» **TASK BRIEF**
Copy out each line of the data below in which the string "function" appears.

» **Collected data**
━━━━━━━━

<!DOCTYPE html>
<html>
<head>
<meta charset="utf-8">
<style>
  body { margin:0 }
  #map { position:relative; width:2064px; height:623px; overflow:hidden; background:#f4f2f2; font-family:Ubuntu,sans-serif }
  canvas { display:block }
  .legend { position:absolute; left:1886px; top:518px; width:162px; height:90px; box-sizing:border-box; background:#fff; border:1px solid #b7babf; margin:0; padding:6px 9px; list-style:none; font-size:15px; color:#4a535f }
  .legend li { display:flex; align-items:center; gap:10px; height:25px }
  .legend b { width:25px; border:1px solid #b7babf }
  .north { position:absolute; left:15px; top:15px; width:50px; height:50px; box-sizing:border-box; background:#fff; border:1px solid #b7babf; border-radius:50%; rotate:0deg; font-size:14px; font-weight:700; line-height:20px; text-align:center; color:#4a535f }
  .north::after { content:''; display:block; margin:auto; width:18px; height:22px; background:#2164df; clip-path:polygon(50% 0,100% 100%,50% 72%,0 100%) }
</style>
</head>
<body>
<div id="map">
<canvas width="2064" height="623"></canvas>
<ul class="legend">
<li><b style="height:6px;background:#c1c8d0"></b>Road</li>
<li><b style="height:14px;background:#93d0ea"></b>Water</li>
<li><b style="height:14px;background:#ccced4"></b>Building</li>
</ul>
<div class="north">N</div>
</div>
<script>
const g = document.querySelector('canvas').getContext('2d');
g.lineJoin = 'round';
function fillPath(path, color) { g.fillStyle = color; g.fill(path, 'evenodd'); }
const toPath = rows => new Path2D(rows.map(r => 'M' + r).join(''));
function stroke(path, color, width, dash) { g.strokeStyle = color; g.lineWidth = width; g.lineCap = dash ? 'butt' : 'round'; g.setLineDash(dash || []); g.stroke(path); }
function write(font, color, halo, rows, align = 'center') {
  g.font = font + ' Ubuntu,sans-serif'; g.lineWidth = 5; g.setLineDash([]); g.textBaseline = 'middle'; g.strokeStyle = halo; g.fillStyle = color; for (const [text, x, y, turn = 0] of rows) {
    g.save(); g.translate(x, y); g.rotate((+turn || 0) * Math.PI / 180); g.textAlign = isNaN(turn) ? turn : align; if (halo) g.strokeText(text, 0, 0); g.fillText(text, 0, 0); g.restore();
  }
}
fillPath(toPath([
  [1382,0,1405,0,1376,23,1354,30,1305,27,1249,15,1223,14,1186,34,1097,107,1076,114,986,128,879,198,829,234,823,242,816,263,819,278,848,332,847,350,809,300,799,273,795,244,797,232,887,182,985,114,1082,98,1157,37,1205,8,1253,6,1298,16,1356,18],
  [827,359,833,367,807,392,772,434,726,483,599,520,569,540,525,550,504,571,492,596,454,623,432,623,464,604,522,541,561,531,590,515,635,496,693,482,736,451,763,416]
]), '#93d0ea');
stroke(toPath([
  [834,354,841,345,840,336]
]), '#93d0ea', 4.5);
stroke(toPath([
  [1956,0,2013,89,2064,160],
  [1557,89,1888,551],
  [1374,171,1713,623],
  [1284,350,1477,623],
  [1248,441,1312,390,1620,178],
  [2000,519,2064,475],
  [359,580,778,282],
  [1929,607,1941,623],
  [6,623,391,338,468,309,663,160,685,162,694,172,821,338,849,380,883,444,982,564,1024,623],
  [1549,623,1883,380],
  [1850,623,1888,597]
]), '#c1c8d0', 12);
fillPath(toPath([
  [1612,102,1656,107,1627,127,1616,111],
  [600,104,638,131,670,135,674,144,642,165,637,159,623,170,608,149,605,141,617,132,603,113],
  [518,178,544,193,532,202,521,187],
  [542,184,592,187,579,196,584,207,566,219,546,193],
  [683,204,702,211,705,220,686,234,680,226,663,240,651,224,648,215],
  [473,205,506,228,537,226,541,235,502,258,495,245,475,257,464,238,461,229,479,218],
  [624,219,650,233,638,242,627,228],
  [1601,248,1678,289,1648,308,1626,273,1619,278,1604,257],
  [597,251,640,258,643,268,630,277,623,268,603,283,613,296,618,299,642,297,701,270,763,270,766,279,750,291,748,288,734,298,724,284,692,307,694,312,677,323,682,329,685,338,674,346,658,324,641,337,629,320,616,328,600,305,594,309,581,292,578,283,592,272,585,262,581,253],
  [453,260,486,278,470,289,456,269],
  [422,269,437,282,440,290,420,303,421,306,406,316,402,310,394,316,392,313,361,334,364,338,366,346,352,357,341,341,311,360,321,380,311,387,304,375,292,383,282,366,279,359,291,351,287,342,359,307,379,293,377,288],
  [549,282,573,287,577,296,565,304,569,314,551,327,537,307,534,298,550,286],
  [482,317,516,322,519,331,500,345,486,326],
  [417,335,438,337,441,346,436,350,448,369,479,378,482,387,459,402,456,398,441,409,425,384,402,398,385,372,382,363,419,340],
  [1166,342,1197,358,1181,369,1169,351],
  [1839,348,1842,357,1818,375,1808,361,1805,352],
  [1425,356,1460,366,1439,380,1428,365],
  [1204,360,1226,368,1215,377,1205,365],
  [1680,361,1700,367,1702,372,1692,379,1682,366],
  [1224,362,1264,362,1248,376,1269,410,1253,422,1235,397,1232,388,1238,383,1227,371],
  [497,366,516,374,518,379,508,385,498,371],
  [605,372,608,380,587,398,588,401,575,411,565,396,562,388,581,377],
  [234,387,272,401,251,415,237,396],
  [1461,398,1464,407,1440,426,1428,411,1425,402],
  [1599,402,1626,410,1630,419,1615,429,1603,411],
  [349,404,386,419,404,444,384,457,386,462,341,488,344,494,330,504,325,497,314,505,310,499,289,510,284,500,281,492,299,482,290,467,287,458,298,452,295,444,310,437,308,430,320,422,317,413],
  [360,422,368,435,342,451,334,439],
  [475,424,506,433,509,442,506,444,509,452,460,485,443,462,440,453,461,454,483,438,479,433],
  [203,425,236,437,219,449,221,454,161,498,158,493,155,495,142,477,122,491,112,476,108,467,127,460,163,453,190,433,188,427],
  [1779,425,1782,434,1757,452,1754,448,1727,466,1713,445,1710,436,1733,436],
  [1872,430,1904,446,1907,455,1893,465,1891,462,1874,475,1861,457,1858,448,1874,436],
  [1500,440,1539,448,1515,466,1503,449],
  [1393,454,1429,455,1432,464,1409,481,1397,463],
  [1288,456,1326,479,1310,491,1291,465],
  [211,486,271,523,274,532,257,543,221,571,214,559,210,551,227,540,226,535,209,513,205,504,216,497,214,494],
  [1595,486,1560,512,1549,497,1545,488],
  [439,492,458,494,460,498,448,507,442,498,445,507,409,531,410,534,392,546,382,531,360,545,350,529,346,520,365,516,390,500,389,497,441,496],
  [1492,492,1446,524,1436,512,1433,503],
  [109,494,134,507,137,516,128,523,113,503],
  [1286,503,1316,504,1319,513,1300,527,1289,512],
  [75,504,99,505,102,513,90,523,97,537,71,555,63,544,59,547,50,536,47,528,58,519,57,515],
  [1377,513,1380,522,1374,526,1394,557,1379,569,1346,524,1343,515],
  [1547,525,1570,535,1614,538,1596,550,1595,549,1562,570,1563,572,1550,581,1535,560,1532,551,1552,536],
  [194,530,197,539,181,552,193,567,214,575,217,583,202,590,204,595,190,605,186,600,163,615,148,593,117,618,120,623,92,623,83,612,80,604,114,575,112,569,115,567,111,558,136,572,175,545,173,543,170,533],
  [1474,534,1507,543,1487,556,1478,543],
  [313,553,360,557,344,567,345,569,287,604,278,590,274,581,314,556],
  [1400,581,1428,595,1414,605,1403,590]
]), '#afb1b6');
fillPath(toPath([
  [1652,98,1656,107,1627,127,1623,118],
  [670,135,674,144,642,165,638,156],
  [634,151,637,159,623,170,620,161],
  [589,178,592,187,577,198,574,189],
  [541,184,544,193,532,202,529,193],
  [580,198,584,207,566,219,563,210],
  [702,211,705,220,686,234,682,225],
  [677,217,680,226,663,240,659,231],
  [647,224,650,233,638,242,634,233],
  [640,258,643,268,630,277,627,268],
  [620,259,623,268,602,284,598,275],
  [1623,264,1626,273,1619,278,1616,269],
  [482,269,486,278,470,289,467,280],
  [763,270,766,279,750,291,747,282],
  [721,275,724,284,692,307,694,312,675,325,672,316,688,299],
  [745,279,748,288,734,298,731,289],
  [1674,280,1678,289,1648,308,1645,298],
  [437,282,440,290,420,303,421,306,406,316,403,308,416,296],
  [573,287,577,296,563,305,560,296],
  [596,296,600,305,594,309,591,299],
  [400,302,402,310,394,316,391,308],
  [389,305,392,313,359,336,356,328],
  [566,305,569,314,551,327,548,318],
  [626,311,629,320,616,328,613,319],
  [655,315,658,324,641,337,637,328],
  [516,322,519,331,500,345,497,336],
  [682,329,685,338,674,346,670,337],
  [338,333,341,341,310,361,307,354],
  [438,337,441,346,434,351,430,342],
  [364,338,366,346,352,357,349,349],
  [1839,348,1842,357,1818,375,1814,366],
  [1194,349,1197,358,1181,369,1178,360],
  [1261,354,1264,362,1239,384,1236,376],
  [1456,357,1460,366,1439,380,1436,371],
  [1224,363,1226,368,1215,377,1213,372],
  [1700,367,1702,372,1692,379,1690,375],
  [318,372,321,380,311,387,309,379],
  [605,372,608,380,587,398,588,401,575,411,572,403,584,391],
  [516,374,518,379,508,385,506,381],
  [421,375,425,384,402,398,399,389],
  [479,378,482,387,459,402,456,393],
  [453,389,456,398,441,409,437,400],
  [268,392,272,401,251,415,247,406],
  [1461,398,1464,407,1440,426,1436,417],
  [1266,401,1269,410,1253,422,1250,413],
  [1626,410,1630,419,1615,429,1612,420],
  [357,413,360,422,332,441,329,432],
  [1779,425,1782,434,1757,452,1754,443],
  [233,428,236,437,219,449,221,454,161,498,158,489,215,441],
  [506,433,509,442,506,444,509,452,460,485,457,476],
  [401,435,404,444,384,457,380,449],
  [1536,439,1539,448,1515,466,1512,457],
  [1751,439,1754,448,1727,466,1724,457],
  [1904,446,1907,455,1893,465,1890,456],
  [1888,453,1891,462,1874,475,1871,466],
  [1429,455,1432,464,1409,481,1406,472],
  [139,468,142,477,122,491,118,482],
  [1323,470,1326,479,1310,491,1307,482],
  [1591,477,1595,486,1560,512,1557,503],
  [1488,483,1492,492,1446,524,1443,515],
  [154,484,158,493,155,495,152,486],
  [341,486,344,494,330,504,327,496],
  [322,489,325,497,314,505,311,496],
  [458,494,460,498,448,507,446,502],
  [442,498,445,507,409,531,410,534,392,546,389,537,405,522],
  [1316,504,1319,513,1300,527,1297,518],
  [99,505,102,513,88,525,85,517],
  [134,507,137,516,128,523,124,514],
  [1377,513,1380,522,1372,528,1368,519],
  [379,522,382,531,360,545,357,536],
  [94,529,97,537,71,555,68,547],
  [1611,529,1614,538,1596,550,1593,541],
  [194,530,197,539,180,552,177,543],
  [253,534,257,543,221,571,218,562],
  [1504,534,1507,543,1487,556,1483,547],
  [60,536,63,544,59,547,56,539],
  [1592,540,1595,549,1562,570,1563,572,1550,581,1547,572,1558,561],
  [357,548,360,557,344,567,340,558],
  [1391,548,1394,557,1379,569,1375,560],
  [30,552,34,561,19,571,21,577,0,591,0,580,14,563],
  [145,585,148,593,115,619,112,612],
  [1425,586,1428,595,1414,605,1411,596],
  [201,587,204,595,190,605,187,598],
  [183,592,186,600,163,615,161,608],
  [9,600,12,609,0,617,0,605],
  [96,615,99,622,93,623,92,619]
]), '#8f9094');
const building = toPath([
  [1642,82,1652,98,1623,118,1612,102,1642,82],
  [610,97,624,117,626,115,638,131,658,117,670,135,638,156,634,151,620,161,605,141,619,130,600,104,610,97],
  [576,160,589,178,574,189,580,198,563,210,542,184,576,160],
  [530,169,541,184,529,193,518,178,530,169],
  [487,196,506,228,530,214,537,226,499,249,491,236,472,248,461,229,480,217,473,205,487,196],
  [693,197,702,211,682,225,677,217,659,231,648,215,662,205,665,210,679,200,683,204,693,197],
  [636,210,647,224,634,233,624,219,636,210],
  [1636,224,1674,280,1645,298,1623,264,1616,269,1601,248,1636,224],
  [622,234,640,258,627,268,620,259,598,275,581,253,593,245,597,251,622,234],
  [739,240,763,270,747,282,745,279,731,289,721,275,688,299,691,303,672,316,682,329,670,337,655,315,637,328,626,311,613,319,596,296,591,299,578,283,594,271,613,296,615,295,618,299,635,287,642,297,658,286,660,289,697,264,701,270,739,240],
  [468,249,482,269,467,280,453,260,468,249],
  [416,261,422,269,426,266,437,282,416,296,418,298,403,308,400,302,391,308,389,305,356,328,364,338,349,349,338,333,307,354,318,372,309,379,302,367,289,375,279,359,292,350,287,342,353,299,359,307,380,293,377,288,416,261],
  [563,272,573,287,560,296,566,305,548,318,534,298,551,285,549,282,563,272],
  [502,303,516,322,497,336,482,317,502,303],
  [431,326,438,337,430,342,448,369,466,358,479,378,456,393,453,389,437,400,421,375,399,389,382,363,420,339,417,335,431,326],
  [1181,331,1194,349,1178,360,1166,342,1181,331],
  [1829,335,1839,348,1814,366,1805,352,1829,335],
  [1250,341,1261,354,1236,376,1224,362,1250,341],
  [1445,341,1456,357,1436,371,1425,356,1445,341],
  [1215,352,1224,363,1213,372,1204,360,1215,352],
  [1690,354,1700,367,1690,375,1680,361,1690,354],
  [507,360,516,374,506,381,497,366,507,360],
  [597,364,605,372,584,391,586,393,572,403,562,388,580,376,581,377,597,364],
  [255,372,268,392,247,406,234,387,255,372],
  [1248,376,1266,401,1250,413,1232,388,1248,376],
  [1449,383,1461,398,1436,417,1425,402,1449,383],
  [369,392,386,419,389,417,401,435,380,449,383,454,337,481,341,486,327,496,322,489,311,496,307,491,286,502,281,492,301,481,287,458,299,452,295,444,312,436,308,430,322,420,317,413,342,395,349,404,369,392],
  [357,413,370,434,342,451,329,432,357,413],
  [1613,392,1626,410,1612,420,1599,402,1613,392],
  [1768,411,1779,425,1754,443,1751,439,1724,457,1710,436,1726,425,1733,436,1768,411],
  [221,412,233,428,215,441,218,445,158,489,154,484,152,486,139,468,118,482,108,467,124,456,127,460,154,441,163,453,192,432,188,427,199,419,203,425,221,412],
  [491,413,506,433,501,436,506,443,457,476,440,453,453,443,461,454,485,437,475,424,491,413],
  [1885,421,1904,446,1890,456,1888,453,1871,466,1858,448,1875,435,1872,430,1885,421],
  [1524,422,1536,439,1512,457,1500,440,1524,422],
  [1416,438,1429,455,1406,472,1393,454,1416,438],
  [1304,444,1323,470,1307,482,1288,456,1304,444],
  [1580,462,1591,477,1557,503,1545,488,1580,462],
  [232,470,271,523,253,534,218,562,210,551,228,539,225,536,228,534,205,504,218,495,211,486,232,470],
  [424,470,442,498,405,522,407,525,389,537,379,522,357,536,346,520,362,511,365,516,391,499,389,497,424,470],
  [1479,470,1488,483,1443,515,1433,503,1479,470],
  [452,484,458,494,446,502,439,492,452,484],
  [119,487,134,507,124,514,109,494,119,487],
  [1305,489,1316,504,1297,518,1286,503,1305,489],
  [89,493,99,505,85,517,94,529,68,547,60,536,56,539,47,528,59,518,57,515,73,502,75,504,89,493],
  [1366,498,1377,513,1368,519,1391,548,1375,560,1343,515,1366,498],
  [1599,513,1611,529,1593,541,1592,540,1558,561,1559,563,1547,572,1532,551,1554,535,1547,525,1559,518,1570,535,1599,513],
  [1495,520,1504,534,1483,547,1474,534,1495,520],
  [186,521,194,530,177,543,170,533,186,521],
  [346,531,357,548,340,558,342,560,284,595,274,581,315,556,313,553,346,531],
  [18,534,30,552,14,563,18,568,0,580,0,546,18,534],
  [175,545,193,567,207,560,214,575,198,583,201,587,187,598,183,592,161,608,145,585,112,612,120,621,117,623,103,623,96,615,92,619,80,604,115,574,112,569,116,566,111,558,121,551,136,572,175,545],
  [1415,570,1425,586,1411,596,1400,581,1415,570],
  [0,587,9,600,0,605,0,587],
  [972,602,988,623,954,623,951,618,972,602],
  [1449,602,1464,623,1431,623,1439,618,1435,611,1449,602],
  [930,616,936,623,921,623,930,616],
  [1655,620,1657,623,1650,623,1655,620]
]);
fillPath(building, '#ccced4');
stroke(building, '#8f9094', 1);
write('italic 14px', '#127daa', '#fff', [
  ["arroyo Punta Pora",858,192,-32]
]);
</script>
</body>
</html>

━━━━━━━━

» **ANSWER BOX**
function fillPath(path, color) { g.fillStyle = color; g.fill(path, 'evenodd'); }
function stroke(path, color, width, dash) { g.strokeStyle = color; g.lineWidth = width; g.lineCap = dash ? 'butt' : 'round'; g.setLineDash(dash || []); g.stroke(path); }
function write(font, color, halo, rows, align = 'center') {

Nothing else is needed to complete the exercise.